At that time, Tan Canh and Dak To were under attack. In Jack Heslin's history, he mentions John Paul Vann had lost two helicopters on April 24th while rescuing six American advisors. The Stars and Stripes article mentioned "first one badly damaged helicopter and the second tipped over and crashed while taking off from Dak To II." Apparently it tipped over from too many ARVN soldiers hanging on the skids. Mr. Vann and his Pilot were evacuated back to Pleiku. Mr. Vann told me they didn't have another OH-58 and that was why they needed to use the CAV's LOH-6 and "Besides" he said, "his pilots had a hard day."
John Vann made contact with his advisors by radio. He was also in contact with Cobra gunships, I think the 361st AWC Pink Panthers. We flew in to Tan Canh or Dak To II (not sure which) and landed. I remembered four American Advisors in full gear ran and jumped into our LOH-6 and Mr. Vann telling me to "get out of this place." He then grabbed my AR-15 rifle and both he and his advisors started firing their weapons out the doors. As I was picking up to a slight -- and I mean very slight hover-- realizing that we were overloaded, Mr. Vann began telling me to take off faster before we got shot down. I calmly and professionally (sure) told him that if I made one mistake we would loose lift and crash. Slowly I nosed the LOH over and started a running take off, bouncing the skids off the ground while getting translational lift and doing somewhat of a cyclic climb.

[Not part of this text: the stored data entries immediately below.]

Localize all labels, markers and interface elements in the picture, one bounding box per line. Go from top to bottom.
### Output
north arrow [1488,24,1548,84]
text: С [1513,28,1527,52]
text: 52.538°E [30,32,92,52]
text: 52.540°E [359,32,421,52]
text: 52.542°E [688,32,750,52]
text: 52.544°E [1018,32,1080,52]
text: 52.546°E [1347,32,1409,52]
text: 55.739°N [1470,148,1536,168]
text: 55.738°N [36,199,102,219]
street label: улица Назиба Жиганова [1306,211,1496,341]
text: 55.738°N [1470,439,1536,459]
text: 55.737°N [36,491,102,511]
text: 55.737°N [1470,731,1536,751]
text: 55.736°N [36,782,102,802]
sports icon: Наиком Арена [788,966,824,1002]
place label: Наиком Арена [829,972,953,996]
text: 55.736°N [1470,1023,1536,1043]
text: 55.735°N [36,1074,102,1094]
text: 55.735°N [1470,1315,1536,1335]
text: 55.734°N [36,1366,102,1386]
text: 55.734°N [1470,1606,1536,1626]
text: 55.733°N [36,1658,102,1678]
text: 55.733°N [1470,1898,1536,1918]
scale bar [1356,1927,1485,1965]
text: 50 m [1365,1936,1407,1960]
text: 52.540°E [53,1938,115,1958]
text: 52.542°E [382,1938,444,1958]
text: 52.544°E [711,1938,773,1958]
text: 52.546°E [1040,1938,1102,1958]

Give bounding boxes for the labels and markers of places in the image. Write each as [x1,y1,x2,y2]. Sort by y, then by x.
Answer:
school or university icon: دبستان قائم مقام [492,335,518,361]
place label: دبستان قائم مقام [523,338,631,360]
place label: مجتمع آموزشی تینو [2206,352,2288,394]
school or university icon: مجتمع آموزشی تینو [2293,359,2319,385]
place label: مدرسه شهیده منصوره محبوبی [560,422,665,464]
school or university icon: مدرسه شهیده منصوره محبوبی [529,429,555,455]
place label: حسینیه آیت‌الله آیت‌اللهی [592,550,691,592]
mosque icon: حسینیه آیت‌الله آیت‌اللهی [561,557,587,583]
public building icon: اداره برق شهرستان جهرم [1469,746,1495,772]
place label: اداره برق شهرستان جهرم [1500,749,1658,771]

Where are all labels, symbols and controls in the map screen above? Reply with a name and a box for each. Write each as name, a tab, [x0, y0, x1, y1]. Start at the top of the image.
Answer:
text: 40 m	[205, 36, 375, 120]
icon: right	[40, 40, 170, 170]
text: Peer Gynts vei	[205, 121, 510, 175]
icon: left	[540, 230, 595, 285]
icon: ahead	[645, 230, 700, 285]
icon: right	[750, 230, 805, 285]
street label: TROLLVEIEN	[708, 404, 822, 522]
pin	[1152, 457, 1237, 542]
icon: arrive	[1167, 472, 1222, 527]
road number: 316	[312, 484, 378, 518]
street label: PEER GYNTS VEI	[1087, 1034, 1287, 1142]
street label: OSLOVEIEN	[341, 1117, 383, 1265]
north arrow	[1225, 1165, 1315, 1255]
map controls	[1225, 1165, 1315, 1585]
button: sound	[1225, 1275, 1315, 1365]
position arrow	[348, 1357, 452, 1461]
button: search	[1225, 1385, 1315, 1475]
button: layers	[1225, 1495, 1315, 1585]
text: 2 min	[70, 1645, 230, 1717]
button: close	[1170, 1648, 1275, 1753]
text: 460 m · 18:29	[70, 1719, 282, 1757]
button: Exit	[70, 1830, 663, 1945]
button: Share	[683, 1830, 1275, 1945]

That's how we took-off in an overloaded B-Model gunship in 1970 flying with the 335th AHC Cowboys and Falcons -- but the cyclic climb wasn't a climb, it was more just lift-off.
Mr. Vann radioed someone telling of the successful rescue of his advisors. I don't remember where we dropped the American advisors, it could have been Kontum. I do remember taking John Paul Vann back to Pleiku to his headquarters.
There was another mission we flew a few days later that was about the time Dak To II was under siege. Lt. Smith and I, in different LOH-6's, rescued more American Advisors and ARNV soldiers who were in the jungle outside of Tan Canh. I almost flipped the helicopter over when coming out of the hover hole and our blades came very close to decapitating some ARVN soldiers because of the unbalanced weight created when some of the ARVN's soldiers were hanging onto the skid on our left side. My observer had to knock off all but one of the soldiers who he helped inside; by that time we were too high to drop him. We felt bad that we couldn't rescue all of soldiers. Among the ARVN soldiers there was also the largest Asian, by height and size, I had ever seen. I thought for sure that he was a captured Chinese prisoner. He wasn't an ARVN soldier. I believe we took the American advisors to Kontum because it was about the only safe place left.
I had the opportunity of flying John Paul Vann on five or six other occasions, as did some of the other 7/17th Scalp Hunter pilots.